Transport Minister Derek Twigg confirmed that employers are able to recover VAT paid on cycles purchased for commuting. He also said that the Cycle to Work scheme had been simplified by the introduction of a group credit licence (required under the Consumer Credit Act 1974), which allows packages to be purchased up to a value of £1000 (inc. VAT).
Cycles provided under this scheme are selected by participating employees, who pay the VAT-free price by salary deductions over, typically, an 18-month period.
The employees tax and national insurance contributions are reduced accordingly. Bikes are available from approved suppliers and provided employees use the cycles for cycling to work they may also be used by employees for leisure.
APPCG Secretary Lord Berkeley said: An administrative burden has been lifted from employers who want to actively encourage cycling to work. We look forward to the simplified Cycle to Work scheme being actively promoted to all employers, including local authorities and NHS trusts facing problems caused by car parking limitations and increased rush hour traffic congestion.
Workplace travel plans frequently reveal that many employees drive just a few miles to work and rarely car-share. Most of them could easily cycle five miles in less than 30 minutes, saving money while improving their health and fitness.
DfT Summary of Cycle to Work Scheme
To promote healthier journeys to work and reduce environmental pollution, the 1999 Finance Act introduced an annual tax exemption, which allows employers to loan cycles and cyclists safety equipment to employees as a tax-free benefit. The exemption was one of a series of measures introduced under the Governments Green Transport Plan.

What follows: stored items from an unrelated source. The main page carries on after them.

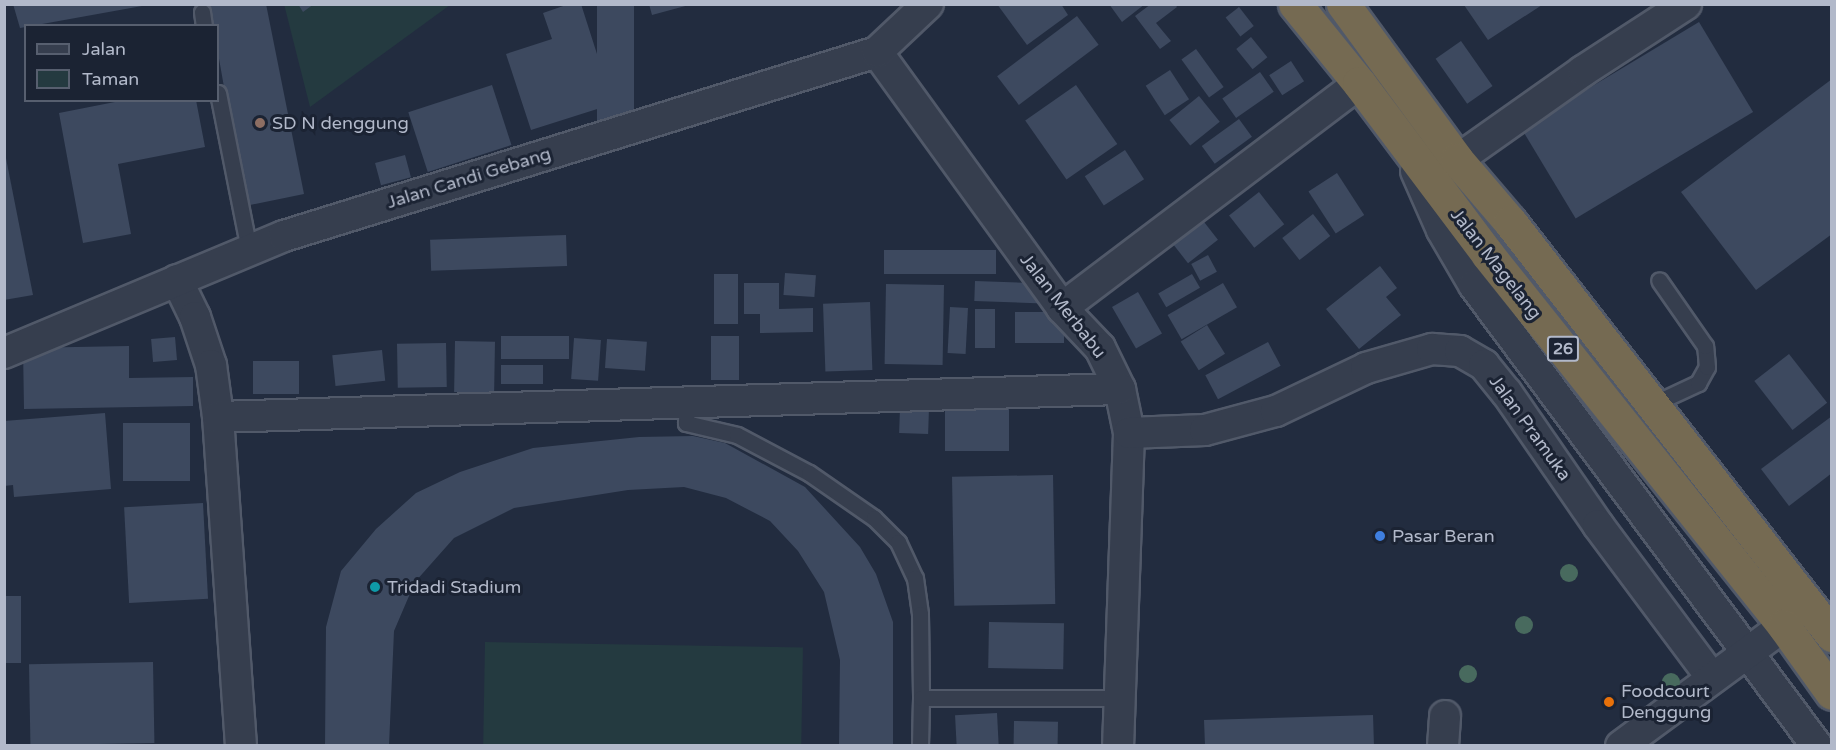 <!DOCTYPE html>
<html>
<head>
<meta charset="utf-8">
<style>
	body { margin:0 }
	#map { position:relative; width:1836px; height:750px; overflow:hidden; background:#222c3f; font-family:"Varela Round",sans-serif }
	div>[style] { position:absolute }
	.green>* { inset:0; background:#243a40; transform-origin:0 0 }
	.building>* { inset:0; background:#3d495f; transform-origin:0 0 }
	.roads { filter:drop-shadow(2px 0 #515969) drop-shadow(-2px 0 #515969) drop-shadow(0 2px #515969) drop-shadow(0 -2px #515969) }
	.lane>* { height:15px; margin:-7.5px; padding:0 7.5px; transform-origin:7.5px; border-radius:7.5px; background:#363e4e }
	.street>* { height:30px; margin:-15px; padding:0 15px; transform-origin:15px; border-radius:15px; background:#363e4e }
	.highway>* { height:33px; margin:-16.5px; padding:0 16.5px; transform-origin:16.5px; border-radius:16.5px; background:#756a52 }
	.trees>* { width:18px; height:18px; margin:-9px; border-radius:50%; background:#486a5e }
	.dots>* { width:16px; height:16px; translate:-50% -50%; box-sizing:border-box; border:3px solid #1b2333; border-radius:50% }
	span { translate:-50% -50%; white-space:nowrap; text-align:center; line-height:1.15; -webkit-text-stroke:6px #1b2333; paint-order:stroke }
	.shield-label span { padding:2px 4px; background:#1b2333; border:2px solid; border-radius:4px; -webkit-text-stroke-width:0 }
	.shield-label { font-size:16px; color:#b2b9ca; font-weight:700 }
	.poi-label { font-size:18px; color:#b2b9ca }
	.left { translate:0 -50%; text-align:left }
	.street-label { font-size:18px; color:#b2b9ca }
	.frame { position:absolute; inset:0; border:6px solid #b2b9ca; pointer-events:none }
	.legend { position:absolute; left:24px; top:24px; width:195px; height:78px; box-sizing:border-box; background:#1b2333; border:2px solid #575f6f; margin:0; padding:8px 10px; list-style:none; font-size:18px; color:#b2b9ca }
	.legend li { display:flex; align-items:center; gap:12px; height:30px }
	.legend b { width:30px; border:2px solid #575f6f }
</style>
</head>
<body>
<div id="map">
	<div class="green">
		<i style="clip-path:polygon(284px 4px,450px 5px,310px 107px)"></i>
		<i style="left:485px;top:642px;width:318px;height:103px;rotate:1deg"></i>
	</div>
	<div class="building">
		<i style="clip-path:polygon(13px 4px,141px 4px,142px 6px,20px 28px)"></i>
		<i style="clip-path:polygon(209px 4px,266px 4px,304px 194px,245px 206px,218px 53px,218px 26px,213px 26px)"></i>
		<i style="clip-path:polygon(298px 4px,314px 4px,303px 12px)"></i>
		<i style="clip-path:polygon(569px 4px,581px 4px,613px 104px,531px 130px,506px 54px,552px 39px,543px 13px)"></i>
		<i style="left:597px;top:4px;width:37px;height:117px"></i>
		<i style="clip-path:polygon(649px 4px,689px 4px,689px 5px,652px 15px)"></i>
		<i style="clip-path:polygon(997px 4px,1061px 4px,1068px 15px,1027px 45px)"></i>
		<i style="clip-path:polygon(1109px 4px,1145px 4px,1122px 22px)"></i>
		<i style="clip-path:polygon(1151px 4px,1175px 4px,1177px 7px,1156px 23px,1171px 41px,1160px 49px,1135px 16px)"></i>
		<i style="clip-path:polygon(1464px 5px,1542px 5px,1488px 40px)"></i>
		<i style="left:1239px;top:7px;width:24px;height:17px;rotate:52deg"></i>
		<i style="left:1077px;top:16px;width:36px;height:100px;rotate:53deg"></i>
		<i style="left:1699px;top:22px;width:105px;height:207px;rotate:59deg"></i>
		<i style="left:1251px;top:37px;width:26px;height:19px;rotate:51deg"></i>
		<i style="left:1461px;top:41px;width:55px;height:31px;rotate:55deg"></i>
		<i style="left:1196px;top:49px;width:47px;height:18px;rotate:54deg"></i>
		<i style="left:1291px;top:61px;width:24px;height:26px;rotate:57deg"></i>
		<i style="left:1170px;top:70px;width:35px;height:29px;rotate:57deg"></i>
		<i style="left:1260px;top:72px;width:24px;height:46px;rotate:55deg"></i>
		<i style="clip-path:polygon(1832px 79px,1832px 234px,1756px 290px,1681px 192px)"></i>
		<i style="left:492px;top:85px;width:63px;height:88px;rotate:72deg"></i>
		<i style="left:1076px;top:85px;width:72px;height:62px;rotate:55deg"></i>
		<i style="left:1199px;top:96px;width:33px;height:38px;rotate:51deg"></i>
		<i style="clip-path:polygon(125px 100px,196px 100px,205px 147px,118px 164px,131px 234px,83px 243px,59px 113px)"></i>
		<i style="left:1239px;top:119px;width:22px;height:46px;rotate:54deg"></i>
		<i style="clip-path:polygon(4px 148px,33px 295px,4px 300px)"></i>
		<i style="left:1125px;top:150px;width:35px;height:48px;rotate:57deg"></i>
		<i style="left:405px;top:155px;width:23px;height:31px;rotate:75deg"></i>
		<i style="left:1337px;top:173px;width:50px;height:34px;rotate:57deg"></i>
		<i style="left:1259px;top:192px;width:41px;height:38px;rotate:52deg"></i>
		<i style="left:1197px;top:213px;width:34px;height:38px;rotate:52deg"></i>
		<i style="left:1313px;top:214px;width:28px;height:39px;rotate:52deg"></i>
		<i style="left:566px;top:235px;width:31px;height:136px;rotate:88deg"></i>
		<i style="left:996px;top:250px;width:24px;height:112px;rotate:90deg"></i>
		<i style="left:1208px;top:255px;width:19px;height:19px;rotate:62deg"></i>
		<i style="clip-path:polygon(1380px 266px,1397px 288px,1386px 297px,1401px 315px,1359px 349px,1326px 309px)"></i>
		<i style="left:785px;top:273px;width:31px;height:22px;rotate:4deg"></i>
		<i style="left:714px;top:274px;width:24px;height:50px"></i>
		<i style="left:1192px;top:274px;width:16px;height:39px;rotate:60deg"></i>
		<i style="left:975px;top:281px;width:69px;height:20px;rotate:2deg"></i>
		<i style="clip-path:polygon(744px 283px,779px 283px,779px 309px,813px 308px,813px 332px,760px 333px,760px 314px,744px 314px)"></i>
		<i style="left:1223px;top:283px;width:28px;height:64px;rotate:60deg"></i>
		<i style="left:886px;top:284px;width:58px;height:80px;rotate:1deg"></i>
		<i style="left:1138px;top:292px;width:48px;height:30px;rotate:60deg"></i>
		<i style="left:870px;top:302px;width:68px;height:47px;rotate:88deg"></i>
		<i style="left:950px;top:307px;width:18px;height:46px;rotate:3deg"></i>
		<i style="left:975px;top:309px;width:20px;height:39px"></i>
		<i style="left:1015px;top:312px;width:49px;height:31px"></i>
		<i style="left:1207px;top:325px;width:34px;height:31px;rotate:58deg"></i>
		<i style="left:501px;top:336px;width:68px;height:23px"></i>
		<i style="left:711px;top:336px;width:28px;height:44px"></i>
		<i style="left:175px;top:337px;width:23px;height:24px;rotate:85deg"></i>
		<i style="left:574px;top:338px;width:27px;height:41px;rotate:4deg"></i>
		<i style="left:607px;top:339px;width:40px;height:29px;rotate:4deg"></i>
		<i style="left:455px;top:341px;width:40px;height:51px;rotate:1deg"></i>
		<i style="left:1268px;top:342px;width:27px;height:71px;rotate:62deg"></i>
		<i style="left:446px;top:343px;width:44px;height:49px;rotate:89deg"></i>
		<i style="clip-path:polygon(129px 346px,129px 378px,193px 377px,193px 406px,24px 409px,23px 348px)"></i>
		<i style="left:382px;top:350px;width:31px;height:50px;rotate:84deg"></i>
		<i style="left:1789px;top:354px;width:62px;height:44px;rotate:52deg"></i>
		<i style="left:253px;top:361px;width:46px;height:33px"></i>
		<i style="left:501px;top:365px;width:42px;height:19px"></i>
		<i style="left:945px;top:405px;width:64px;height:46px"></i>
		<i style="left:900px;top:408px;width:29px;height:25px;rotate:2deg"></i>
		<i style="clip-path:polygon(105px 413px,111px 489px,14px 497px,13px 485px,4px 486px,4px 421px)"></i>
		<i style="clip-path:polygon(1832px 416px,1832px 473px,1789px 506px,1761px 469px)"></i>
		<i style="left:123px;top:423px;width:67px;height:58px"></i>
		<i style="clip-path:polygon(693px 436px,725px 443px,805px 487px,860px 547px,876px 574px,893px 622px,893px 746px,839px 746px,840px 660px,824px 592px,798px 551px,770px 521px,726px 498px,684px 487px,628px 490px,514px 508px,454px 538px,415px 582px,394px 631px,389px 746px,325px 746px,326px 627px,341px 571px,376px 529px,416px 493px,460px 472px,533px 448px,639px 437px)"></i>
		<i style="left:1053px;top:475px;width:129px;height:101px;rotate:89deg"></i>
		<i style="left:203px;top:503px;width:96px;height:79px;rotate:87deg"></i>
		<i style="left:4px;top:596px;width:17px;height:67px"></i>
		<i style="left:989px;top:622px;width:75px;height:46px;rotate:1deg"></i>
		<i style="left:153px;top:662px;width:81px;height:124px;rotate:89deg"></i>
		<i style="left:997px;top:713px;width:33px;height:42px;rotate:87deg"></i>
		<i style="clip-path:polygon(1373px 715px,1374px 746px,1205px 746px,1204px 720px)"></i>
		<i style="left:1014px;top:721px;width:44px;height:25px;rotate:1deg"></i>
	</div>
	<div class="roads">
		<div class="lane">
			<i style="left:202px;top:12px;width:14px;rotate:82deg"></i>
			<i style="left:218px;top:93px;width:160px;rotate:78.8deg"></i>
			<i style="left:687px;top:402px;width:21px;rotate:93deg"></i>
			<i style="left:686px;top:423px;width:52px;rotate:13.2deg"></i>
			<i style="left:737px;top:435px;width:81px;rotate:27.8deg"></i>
			<i style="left:809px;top:473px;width:79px;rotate:34.7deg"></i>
			<i style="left:874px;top:518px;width:34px;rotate:45deg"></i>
			<i style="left:898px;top:542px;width:40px;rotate:65deg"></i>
			<i style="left:915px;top:578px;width:36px;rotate:82deg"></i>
			<i style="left:920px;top:614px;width:84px;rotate:89.3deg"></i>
			<i style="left:1653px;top:404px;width:50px;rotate:-25deg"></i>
			<i style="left:1698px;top:383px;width:18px;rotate:-61deg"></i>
			<i style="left:1707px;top:367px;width:21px;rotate:-95deg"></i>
			<i style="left:1705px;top:346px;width:80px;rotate:-124.9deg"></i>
			<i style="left:920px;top:746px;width:48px;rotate:-88.8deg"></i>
			<i style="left:921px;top:698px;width:199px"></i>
		</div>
		<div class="street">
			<i style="left:877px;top:52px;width:316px;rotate:54.1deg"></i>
			<i style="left:1062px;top:308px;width:55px;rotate:46.5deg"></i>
			<i style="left:1100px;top:348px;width:46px;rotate:64deg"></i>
			<i style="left:1120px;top:389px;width:45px;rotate:78.4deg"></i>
			<i style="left:1129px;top:433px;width:313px;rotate:92deg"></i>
			<i style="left:1457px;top:160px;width:154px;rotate:-35.2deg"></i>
			<i style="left:1583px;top:71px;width:123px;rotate:-33deg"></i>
			<i style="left:1416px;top:171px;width:64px;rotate:66.2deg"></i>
			<i style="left:1442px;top:230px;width:64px;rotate:59.8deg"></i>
			<i style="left:1474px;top:285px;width:575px;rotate:53.35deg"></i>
			<i style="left:177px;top:280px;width:41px;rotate:64.1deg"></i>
			<i style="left:195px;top:317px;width:51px;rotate:71.6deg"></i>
			<i style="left:211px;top:365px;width:52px;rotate:82.3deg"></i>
			<i style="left:218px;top:417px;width:330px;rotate:86deg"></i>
			<i style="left:1062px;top:308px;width:373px;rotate:-37.1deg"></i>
			<i style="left:4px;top:353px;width:303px;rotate:-22.7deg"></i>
			<i style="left:284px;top:236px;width:621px;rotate:-17.24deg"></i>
			<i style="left:877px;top:52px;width:70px;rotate:-43.3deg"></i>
			<i style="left:218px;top:417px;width:902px;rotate:-1.78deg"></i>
			<i style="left:1129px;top:433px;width:76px;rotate:-2.3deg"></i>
			<i style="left:1205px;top:430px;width:73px;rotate:-15deg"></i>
			<i style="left:1276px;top:411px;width:100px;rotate:-25.5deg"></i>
			<i style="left:1366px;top:368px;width:69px;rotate:-16.1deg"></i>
			<i style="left:1432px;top:349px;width:28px;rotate:4deg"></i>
			<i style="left:1460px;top:351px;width:28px;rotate:30deg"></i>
			<i style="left:1484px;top:365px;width:36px;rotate:51deg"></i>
			<i style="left:1507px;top:393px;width:160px;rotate:55.4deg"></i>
			<i style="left:1598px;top:525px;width:191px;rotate:53.3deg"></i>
			<i style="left:1443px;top:746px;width:30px;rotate:-86deg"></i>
			<i style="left:1621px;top:746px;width:202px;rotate:-36.4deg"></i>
		</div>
		<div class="highway">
			<i style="left:1295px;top:4px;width:102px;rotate:51deg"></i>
			<i style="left:1359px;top:83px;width:215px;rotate:53.1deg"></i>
			<i style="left:1488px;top:255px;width:475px;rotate:51.4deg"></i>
			<i style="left:1784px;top:626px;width:82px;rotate:54.4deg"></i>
			<i style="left:1343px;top:4px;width:193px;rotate:53.8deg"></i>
			<i style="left:1457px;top:160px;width:82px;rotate:49.5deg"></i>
			<i style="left:1510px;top:222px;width:524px;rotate:52.06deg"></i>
		</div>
	</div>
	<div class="trees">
		<i style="left:1569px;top:573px"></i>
		<i style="left:1524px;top:625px"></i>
		<i style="left:1468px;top:674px"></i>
		<i style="left:1671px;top:682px"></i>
	</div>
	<div class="dots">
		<i style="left:260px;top:123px;background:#8d6e63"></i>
		<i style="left:1380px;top:536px;background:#3f7fe0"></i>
		<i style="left:375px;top:587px;background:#0f9aa8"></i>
		<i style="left:1609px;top:702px;background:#e8710a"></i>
	</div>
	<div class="shield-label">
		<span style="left:1563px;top:349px">26</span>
	</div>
	<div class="poi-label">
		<span class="left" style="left:272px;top:123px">SD N denggung</span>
		<span class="left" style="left:1392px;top:536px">Pasar Beran</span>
		<span class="left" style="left:387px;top:587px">Tridadi Stadium</span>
		<span class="left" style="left:1621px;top:702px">Foodcourt<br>Denggung</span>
	</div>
	<div class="street-label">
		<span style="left:469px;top:178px;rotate:-17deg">Jalan Candi Gebang</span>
		<span style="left:1496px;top:264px;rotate:52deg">Jalan Magelang</span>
		<span style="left:1063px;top:306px;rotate:52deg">Jalan Merbabu</span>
		<span style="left:1530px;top:428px;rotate:54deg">Jalan Pramuka</span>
	</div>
	<div class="frame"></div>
	<ul class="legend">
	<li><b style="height:8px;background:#363e4e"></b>Jalan</li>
	<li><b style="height:16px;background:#243a40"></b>Taman</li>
	</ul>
</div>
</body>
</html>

To date, the take up has been low although in the final six months of 2004, a number of schemes were implemented. However, many employers are put off by the complexity of the scheme. In November 2004, the Department for Health published their white paper Choosing Health: making healthier choices easier, which makes a commitment for the DfT to work with the cycle industry to produce guidance to promote and implement this tax benefit. The DfT has therefore produced implementation guidance in co-operation with DTI, OFT, HMRC, and the cycle industry. The DfT will also be producing a summary leaflet with case studies later this summer to accompany the implementation guidance which will include and an easy to follow step by step guide of how the scheme works and how it can benefit both employers and employees. The Office of Fair Trading (OFT) take the view that an agreement for a loan of a cycle under this scheme is a regulated agreement under the Consumer Credit Act 1974 and that employers must have a consumer credit licence to take part. This had been a major inhibitor to take up. The DfT, therefore, negotiated with the OFT to issue in a group consumer credit licence which allows employees with packages up to a £1000 to take part without employers having to apply for an individual licence. OFT hold the licence which was issued on 2 June. The scheme works as follows: o Your employer signs up for the scheme
o You then choose a bike from an approved supplier
o The bike is then bought by your employer who reclaims the VAT
o You then take delivery of the bike for your exclusive use – provided you use it for qualifying journeys, i.e. commuting to work
o The VAT free price is then deducted from your salary by equal instalments over a period of time (typically 18 months), but as you don’t pay tax or NI on the income you forego, this will give you further savings.
o After the period of salary sacrifice, the employer may give you the option to purchase the bike at a ‘fair market price’, though depends on the period you have had the cycle loaned to you.